Los Diablos Rojos aún se explicaban entre ellos el
por qué del marcador cuando los asiáticos volvieron a anotar. Esta
vez gracias a un remate desde larga distancia de Inui.
Parecía que la serie de Supercampeones se volvía
realidad y que el próximo viernes tendríamos un Japón-Brasil como
nos dejó expectante el último episodio emitido en 2002. Pero,
aunque les duela a muchos, el mundo real cuenta su propia historia y
no se basa en ningún manga como inspiración.
Bélgica volvió a tomar el control del juego dejando
de lado lo vistoso y estético, que caracterizó su primera parte,
para practicar un fútbol de verdad, basado en el sentido común. O
sea, si estás enfrentando a un equipo donde el 80% de sus jugadores
no llega a 1,70 metros de altura y en el plantel tienes a Lukaku,
Fellaini, Kompany, Vertonghen, entre otros futbolistas de casi dos
metros, no intentes meterte tocando o pasando de a uno hasta entrar
al arco con la pelota. ¡Mejor tira centros hacia la cabeza de los
grandotes!
Así fue que los europeos lograron molestar y abrir
el arco defendido por Kawashima. Primero por intermedio de Vertonghen
que finalizó de cabeza una de esas jugadas de fútbol amateur donde
la pelota pica treinta veces dentro del área y donde el arquero
pierde toda noción de la ubicación del arco.

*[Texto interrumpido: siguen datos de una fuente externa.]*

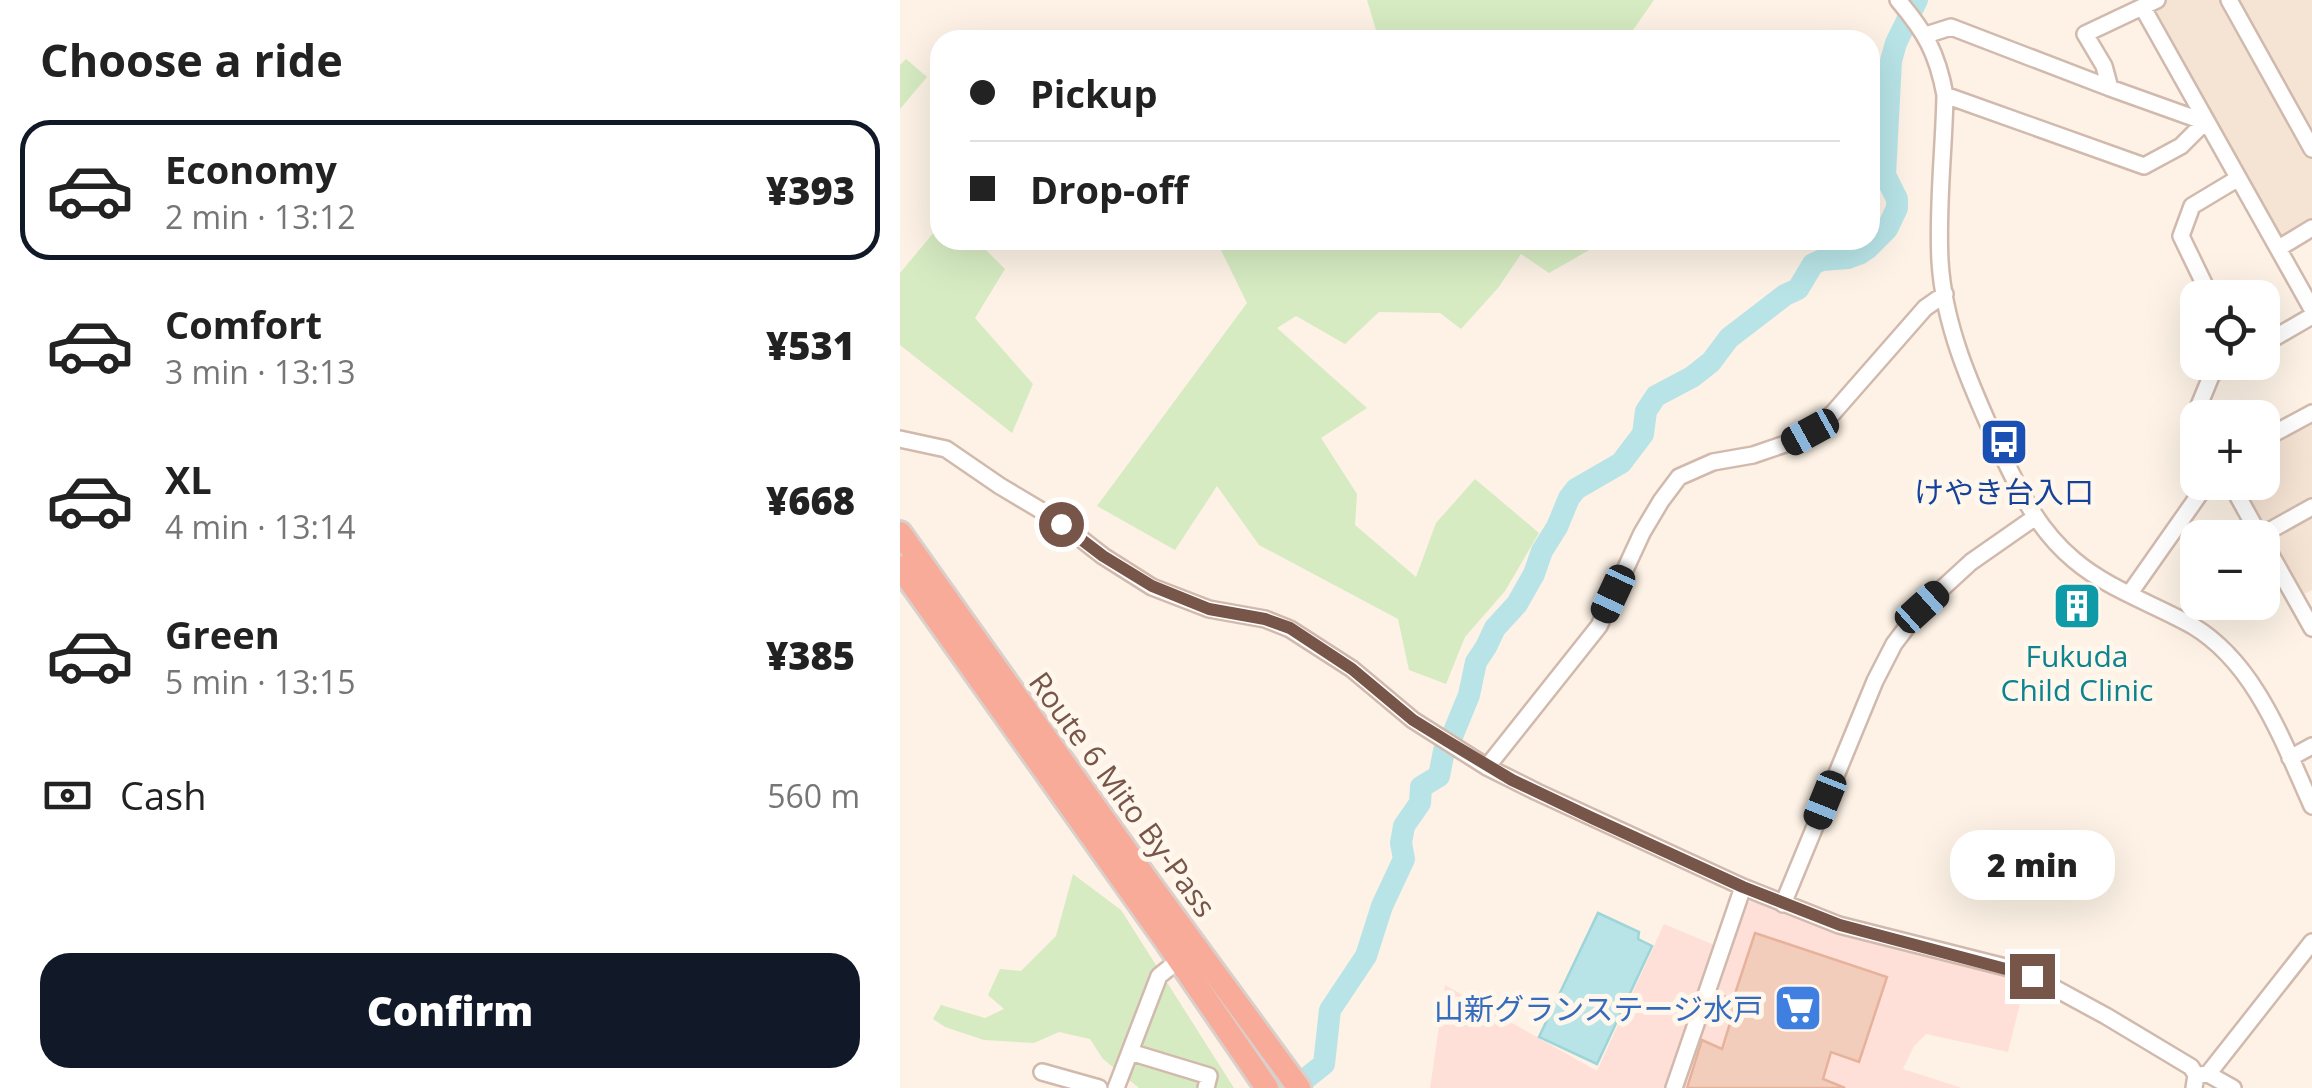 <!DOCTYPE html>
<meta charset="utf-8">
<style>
:root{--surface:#fff;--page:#f6f6f6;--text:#222;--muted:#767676;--line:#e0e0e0;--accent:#111827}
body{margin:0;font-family:"Open Sans","Noto Sans JP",sans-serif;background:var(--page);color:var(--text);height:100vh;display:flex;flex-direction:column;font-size:38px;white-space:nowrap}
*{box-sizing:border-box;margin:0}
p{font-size:32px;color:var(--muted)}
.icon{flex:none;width:55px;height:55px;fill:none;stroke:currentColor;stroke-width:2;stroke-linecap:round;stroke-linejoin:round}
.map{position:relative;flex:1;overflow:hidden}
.details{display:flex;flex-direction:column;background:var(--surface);width:900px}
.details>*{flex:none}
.top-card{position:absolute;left:30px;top:30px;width:950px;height:220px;border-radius:30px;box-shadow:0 10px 40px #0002;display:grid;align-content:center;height:220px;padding:0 40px;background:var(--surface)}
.tools{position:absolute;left:1280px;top:280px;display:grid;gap:20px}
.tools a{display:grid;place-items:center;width:100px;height:100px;border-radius:20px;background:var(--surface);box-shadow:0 10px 40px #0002;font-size:50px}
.end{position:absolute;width:45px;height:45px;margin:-22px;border:12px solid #775649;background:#fff;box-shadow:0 0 0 5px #fff}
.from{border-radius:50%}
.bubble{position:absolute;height:70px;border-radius:30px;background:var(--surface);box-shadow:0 10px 40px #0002;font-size:32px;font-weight:800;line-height:70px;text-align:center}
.car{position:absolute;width:30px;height:60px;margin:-30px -15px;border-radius:12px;box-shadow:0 0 8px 2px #0007;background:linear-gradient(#222 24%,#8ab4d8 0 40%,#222 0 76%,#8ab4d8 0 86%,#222 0)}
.top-card b{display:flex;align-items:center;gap:35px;height:95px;font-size:38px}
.top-card b+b{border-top:2px solid var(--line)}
.top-card i{width:25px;height:25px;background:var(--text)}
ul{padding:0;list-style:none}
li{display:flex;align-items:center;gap:30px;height:140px;margin:0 20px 15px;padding:0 20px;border:5px solid transparent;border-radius:30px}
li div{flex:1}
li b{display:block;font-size:38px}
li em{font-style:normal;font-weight:800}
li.on{border-color:var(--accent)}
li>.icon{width:90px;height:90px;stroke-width:1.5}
h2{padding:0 40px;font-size:45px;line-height:120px}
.pay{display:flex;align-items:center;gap:25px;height:110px;padding:0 40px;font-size:38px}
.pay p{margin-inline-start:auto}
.button{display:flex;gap:20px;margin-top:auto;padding:20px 40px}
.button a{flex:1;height:115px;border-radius:30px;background:var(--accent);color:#fff;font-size:40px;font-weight:800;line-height:115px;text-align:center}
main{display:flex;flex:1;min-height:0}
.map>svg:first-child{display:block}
</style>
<main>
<section class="details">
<h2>Choose a ride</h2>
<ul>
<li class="on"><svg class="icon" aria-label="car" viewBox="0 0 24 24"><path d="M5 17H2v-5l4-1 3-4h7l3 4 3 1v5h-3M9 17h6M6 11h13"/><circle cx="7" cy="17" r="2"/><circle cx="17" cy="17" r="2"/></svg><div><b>Economy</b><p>2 min · 13:12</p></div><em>¥393</em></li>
<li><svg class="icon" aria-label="car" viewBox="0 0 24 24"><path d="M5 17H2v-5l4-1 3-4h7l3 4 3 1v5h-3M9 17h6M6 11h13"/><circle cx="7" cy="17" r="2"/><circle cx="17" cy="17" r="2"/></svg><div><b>Comfort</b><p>3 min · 13:13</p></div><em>¥531</em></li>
<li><svg class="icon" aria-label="car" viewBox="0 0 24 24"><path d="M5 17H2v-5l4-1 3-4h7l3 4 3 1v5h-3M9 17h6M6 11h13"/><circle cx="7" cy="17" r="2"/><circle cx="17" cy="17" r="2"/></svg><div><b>XL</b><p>4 min · 13:14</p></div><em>¥668</em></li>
<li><svg class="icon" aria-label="car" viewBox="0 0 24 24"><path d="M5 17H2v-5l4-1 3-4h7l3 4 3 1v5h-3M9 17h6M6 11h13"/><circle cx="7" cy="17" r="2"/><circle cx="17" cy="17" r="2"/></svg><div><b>Green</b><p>5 min · 13:15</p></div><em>¥385</em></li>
</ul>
<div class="pay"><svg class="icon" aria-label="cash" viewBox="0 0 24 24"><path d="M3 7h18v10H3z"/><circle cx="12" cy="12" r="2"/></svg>Cash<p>560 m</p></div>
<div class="button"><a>Confirm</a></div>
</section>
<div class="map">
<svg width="1412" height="1088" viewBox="0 0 1412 1088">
<rect width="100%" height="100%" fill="#fdf2e5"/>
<path fill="#f5e3d3" d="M1266,0H1412V222L1385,237L1375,235L1253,15L1256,6Z
M1412,421V590L1404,594L1398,593L1338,483L1362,482L1363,448Z"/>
<path fill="#fee0d8" d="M858,899L892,915L943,933L1126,979L1108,1052L1026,1034L1014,1046L1003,1069L1062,1088H530L545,985L697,1071L764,924L826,950L840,905Z"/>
<path fill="#d6ebc2" d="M467,0H754L726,40H479Z
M6,59L27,77L0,109V65Z
M40,225V240H76L105,269L75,318L133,384L112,433L0,345V273Z
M316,240H699L691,249L649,273L621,254L598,288L561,329L540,313L479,312L445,344L396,316L377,328L467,408L421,438L457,494L455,525L516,577L536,523L575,479L639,533L605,591L565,637L546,684L509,670L498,619L359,545L317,486L275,550L197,506L347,303Z
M173,874L221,910L334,1088H239L203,1059L190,1039L159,1032L134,1043L84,1040L45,1027L33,1019L41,1005L85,1018L104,1009L88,995L100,969L121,971L156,936Z"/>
<path fill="#b8e4e7" stroke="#9ed5d9" stroke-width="2.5" d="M698,913L739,932L738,939L752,946L697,1064L639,1037Z"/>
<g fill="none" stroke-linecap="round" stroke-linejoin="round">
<path stroke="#b8e4e7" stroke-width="22" d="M394,1088L424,1064L430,1010L466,956L482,906L504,859L501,843L504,826L520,803L521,787L539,776L544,751L553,734L569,695L576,662L586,647L595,628L617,604L634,574L642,551L657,527L669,498L676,489L721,463L743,434L746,411L756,396L792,377L811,362L829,338L885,295L898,289L913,264L922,260L948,258L959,254L968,248L987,229L997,208V199L985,175L991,61L996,43L1017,0"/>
</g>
<path fill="#f3cdbb" stroke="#e6b29b" stroke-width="2.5" d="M1177,585L1181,588L1183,585L1194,593L1191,597L1196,601L1178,626L1158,612Z
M855,933L987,977L959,1062L931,1052L923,1079L945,1088H787L802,1040L822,1049L831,1020L818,1016L824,996L833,1000Z"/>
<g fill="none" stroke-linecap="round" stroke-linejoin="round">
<g stroke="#d1baad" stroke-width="20">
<path id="minor" d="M998,0C1025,32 1037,52 1045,95C1044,150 1037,206 1040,261C1044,328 1072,388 1099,448C1119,490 1137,529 1174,560C1208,589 1254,604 1293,626C1356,664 1383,742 1412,806
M1329,0L1412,149
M1243,8L1412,309
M1026,35L1051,27L1210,88L1305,122L1281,146L1244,166L1045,95
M1210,88L1204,66L1185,34L1257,0
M1379,248L1412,228
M1311,298L1281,236L1292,206L1337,179
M1362,345L1412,316
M1298,427L1295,415L1312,374L1332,362
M0,439L46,449L100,486L157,520L203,556L252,587L309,609L365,619L390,629L452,669L513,720L587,767L637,792L843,887L939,925L1125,972L1206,1016L1291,1067L1296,1075L1294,1088
M1362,440L1412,413
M1330,482L1361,538
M1360,536L1412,507
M1362,539L1412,628
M1230,593L1308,482
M1390,758L1412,746
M587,767L699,626L742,533L761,501L779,477L813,462L853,455L891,442L911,432L933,413L1025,308L1045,294
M883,904L975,681L994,644L1022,607L1071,562L1134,518
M230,1052L309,1076L306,1088
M142,1072L199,1088
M1308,1074L1412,942
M1300,1075L1308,1074L1333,1088
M216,1088L259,976L279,960
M774,1088L843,887"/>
</g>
<g stroke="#d9d0cc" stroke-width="28">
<path id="highway" d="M0,533L249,883L399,1088
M0,567L266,941L367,1088"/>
</g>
<use href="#minor" stroke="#fff" stroke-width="15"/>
<use href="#highway" stroke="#f9ab9a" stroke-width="22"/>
</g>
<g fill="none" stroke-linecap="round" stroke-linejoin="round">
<path stroke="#775649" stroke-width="12" d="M161,524L203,556L252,586L309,609L365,619L390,628L452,669L513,720L547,741L612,780L692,818L843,887L940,925L1132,976"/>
</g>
<defs>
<g id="bus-square" transform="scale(2.5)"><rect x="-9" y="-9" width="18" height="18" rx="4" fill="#1a4fb4" stroke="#fff6ec"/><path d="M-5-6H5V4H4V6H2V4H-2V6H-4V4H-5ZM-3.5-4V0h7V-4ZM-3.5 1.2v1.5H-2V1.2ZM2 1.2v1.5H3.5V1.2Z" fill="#fff"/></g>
<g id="building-square" transform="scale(2.5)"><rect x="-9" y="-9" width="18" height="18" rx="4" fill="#0f9aa8" stroke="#fff6ec"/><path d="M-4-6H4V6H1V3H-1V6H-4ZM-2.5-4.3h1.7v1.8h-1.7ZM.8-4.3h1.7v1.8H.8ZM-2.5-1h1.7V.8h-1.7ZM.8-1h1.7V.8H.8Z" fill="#fff"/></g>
<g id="supermarket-square" transform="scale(2.5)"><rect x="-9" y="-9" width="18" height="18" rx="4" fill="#3f7fe0" stroke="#fff6ec"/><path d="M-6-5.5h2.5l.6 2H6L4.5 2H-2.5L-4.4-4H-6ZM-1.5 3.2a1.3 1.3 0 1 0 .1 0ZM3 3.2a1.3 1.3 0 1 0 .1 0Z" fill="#fff"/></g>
</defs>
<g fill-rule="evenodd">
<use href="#bus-square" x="1104" y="442"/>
<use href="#building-square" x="1177" y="606"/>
<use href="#supermarket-square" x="898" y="1008"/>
</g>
<g text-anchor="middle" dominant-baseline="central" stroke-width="10" stroke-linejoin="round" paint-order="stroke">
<g font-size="30" fill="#164399" stroke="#fff6ec">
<text x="1104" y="491">けやき台入口</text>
</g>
<g font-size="30" fill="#0d838f" stroke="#fff6ec">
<text x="1177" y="655">Fukuda<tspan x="1177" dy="34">Child Clinic</tspan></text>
</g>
<g font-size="30" fill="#775649" stroke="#fff6ec">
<text transform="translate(223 794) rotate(54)">Route 6 Mito By-Pass</text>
</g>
<g font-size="30" fill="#366cbe" stroke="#fff6ec" text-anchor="end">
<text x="863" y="1008">山新グランステージ水戸</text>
</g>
</g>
</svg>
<div class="tools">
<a><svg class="icon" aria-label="locate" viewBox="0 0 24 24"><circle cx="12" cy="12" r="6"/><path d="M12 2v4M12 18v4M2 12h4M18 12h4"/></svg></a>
<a>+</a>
<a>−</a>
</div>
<i class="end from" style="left:161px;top:524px"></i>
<i class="end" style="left:1132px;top:976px"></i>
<div class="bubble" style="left:1050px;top:830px;width:165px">2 min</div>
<i class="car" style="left:910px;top:432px;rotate:241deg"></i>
<i class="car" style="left:713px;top:594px;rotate:205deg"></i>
<i class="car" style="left:1022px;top:607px;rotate:48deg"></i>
<i class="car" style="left:925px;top:800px;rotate:202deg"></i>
<div class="top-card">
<b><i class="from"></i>Pickup</b>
<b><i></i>Drop-off</b>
</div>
</div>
</main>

Luego anotando con otro cabezazo de otro tipo
corpulento como lo es Fellaini. Para terminar de dar vuelta el
partido sobre la hora, ahora sí, aprovechando la pelota al piso y
juego colectivo de contragolpe que finalizó con el 3-2 definitivo.
No hubo milagro japonés. Sí una demostración de
que Bélgica no es el monstruo que todo el mundo cree porque peca de
ingenuo al querer aplicar una única forma de jugar a este deporte.